В октябре 1943 года Курчатов был вызван из Казани в Москву на «смотрины». Первая же беседа в Москве изменила ситуацию в пользу Игоря Васильевича. Его невозможно было не полюбить. Черные блестящие глаза, казалось, обладали невероятным магнетизмом, обаятельная улыбка, здоровый оптимизм, чувство юмора производили на собеседников яркое впечатление.
В январе 1943 года И. В. Курчатов, А. И. Алиханов и профессор из Свердловска И. К. Кикоин были приняты наркомом химической промышленности М. Г. Первухиным, который вместе с В. М. Молотовым занимался организацией новой отрасли промышленности.. По его поручению ученые составили докладную записку в Совнарком, в которой изложили свой план работ по созданию атомного оружия. Он предусматривал создание головного научно-исследовательского института по изучению теоретических и практических проблем атомного реактора, немедленное развертывание полномасштабных исследований по радиационной химии и отработку технологии извлечения урана из различных руд.
Однако для начала урановую руду требовалось найти. Для изучения плутония, в природе не существующего, нужно было построить циклотрон, научиться производить особо чистый графит. Теоретические расчеты ученые предлагали проверить на экпериментальном атомном реакторе и уже на основе его эксплуатации построить крупный промышленный реактор для получения плутония. Параллельно предлагалось разработать конструкцию атомной бомбы и, наконец, испытать ее.
С запиской ученых и планами развертывания исследований ознакомился Л. П. Берия. Через несколько дней все трое ученых оказались в его кабинете на площади Дзержинского. Беседа продолжалась недолго. Больше всего было вопросов к Курчатову: и о биографии ученого, и о том, с чего, по его мнению, начинать работу над осуществлением атомного проекта, и о многом другом.
На следующий день Берия рассказал Верховному о своих впечатлениях, возникших в ходе встречи с учеными. Предложил остановить выбор на Курчатове. Сталин внимательно выслушал мнение Берии и сказал:
— Ну что ж, Курчатов так Курчатов.

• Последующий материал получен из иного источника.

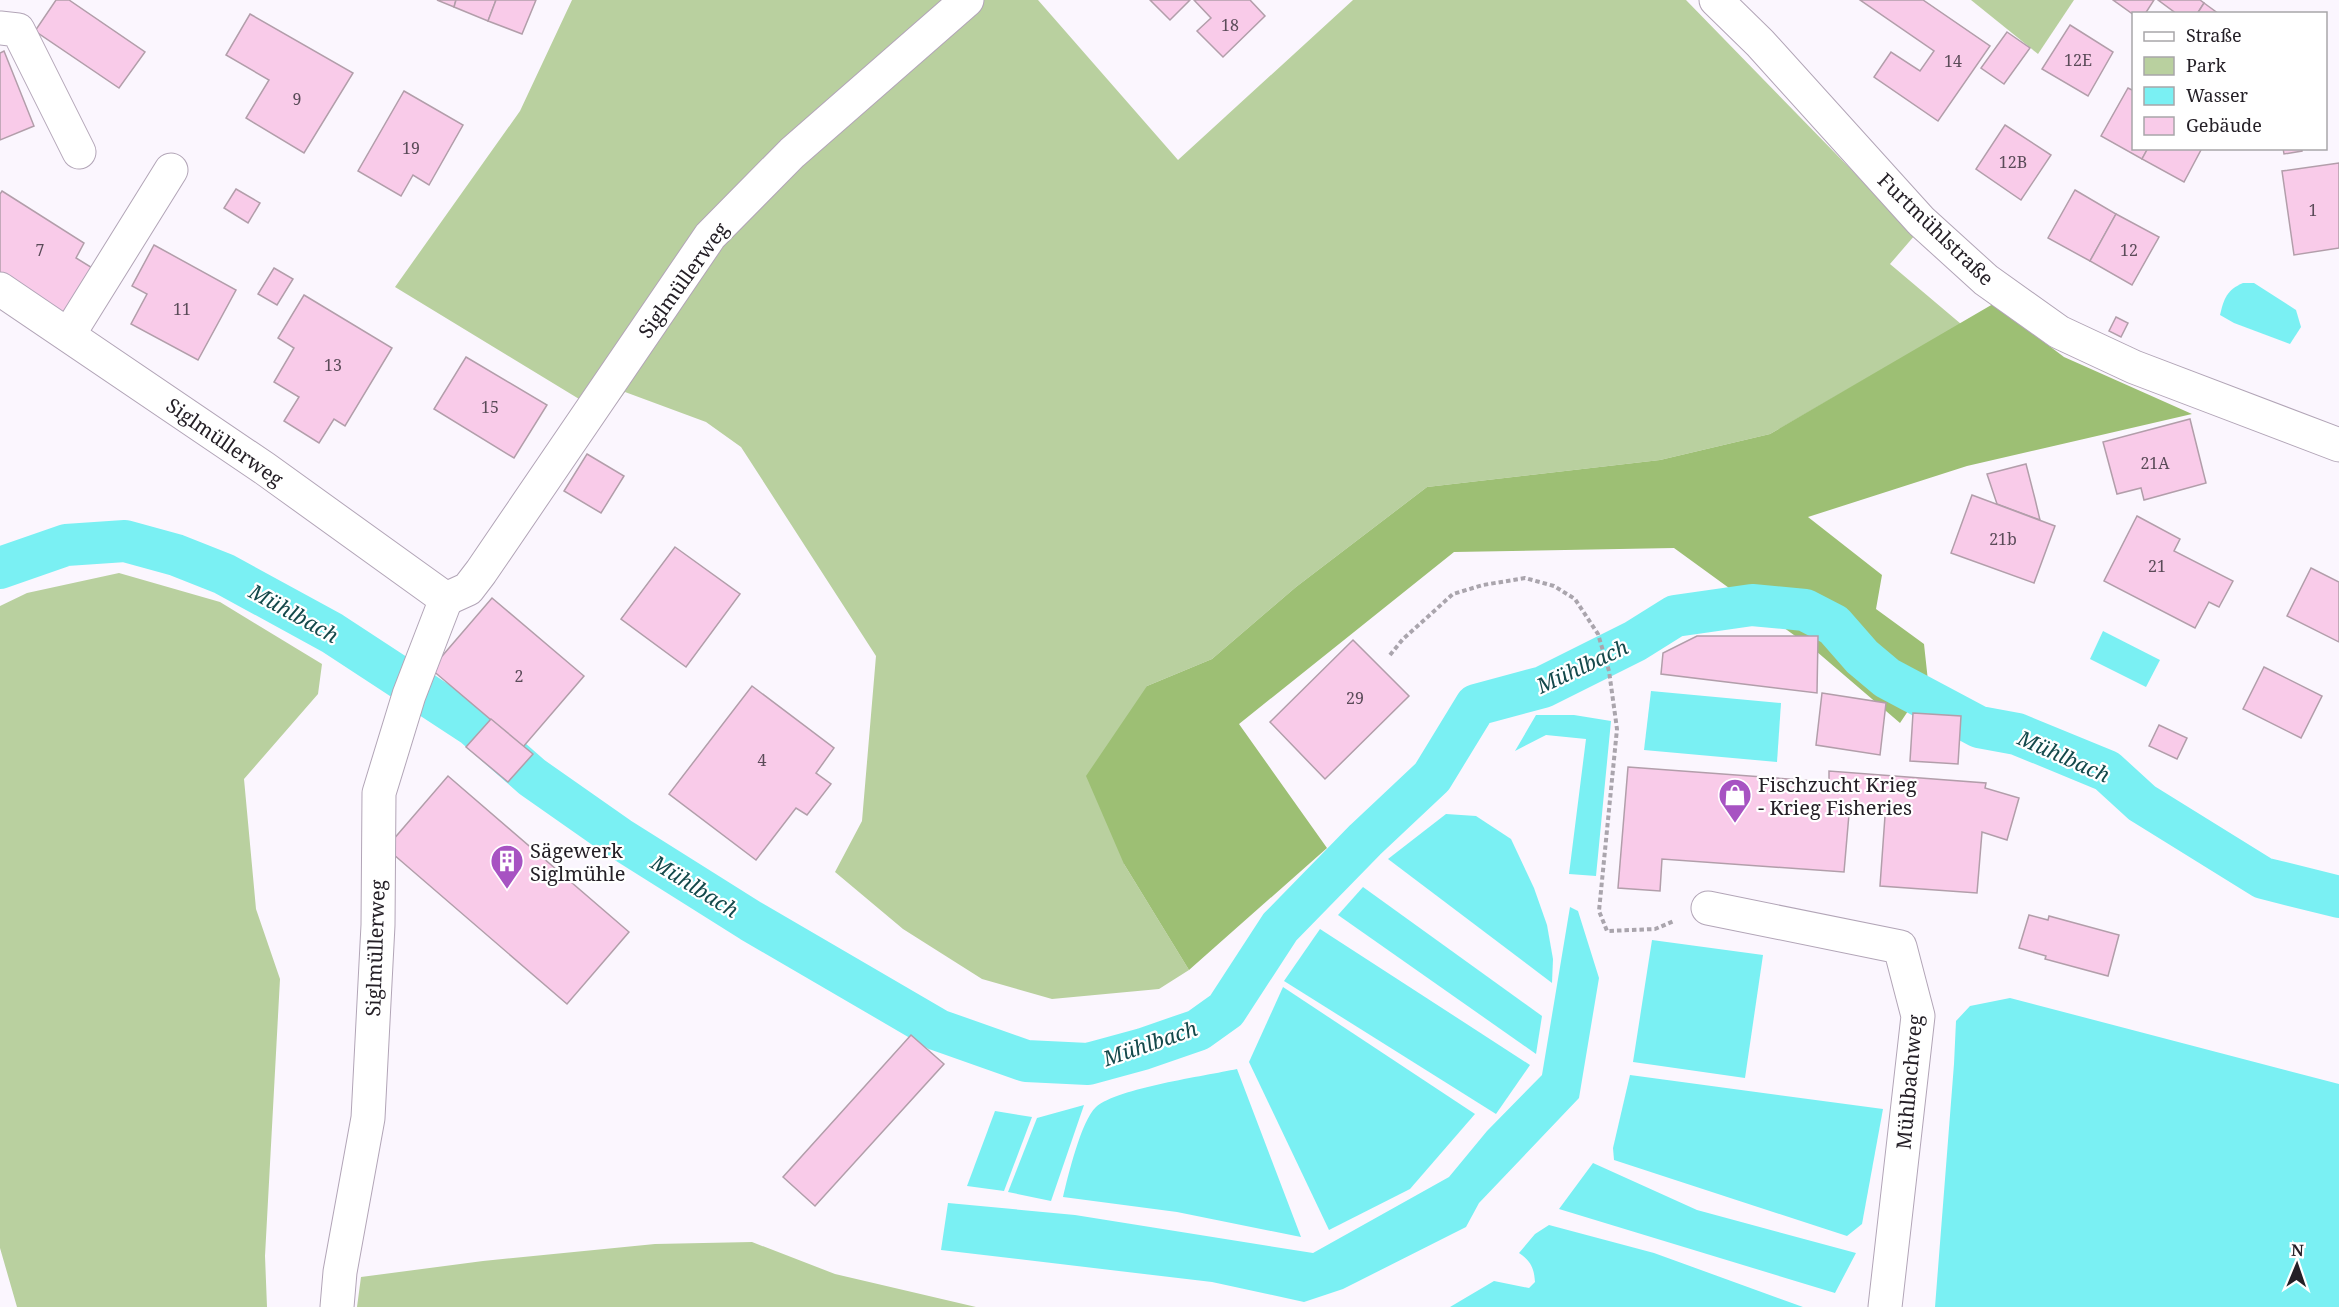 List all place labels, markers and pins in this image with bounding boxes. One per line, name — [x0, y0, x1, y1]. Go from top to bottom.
place label: Fischzucht Krieg - Krieg Fisheries — [1758, 771, 1917, 821]
shop icon: Fischzucht Krieg - Krieg Fisheries — [1717, 777, 1753, 824]
place label: Sägewerk Siglmühle — [530, 837, 625, 887]
building icon: Sägewerk Siglmühle — [489, 843, 525, 890]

Раз вы считаете, что этот человек необходим — пожалуйста.
И неожиданно добавил:
— Знай только, что Курчатов встретит очень сильное сопротивление маститых ученых...

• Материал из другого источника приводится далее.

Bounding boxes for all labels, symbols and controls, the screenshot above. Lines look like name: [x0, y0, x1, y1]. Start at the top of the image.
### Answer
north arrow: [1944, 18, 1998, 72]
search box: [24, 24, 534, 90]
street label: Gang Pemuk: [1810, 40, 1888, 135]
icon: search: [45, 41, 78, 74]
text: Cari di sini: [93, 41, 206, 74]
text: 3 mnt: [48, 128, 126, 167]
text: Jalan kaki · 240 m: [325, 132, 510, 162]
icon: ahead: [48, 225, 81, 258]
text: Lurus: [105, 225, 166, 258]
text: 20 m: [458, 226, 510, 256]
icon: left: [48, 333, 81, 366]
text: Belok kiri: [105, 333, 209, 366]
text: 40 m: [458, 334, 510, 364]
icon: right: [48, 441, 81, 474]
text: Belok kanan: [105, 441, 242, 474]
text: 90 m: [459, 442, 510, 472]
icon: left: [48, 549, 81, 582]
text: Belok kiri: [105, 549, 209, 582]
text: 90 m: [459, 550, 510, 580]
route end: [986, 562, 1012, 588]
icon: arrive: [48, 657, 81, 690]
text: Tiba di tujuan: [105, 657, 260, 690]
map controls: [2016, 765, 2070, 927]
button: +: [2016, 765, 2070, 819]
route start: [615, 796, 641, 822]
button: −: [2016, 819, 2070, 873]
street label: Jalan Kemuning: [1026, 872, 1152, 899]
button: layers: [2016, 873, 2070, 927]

По-видимому, Сталин имел свои, параллельные НКВД, источники информации и навел справки о вероятных кандидатах в научные руководители атомного проекта.
15 февраля 1943 года было принято решение Государственного Комитета Обороны о создании единого научного центра во главе с И. В. Курчатовым, ответственным за создание атомного оружия в СССР. Центр получил скромное название — «Лаборатория № 2 Академии наук СССР», не соответствующее крупномасштабным задачам, стоящим перед ее коллективом. Сталин считал, что это необходимо для соблюдения секретности. Именно поэтому формально не изменилось и служебное положение Курчатова, который оставался заведующим лабораторией, как и в Казани.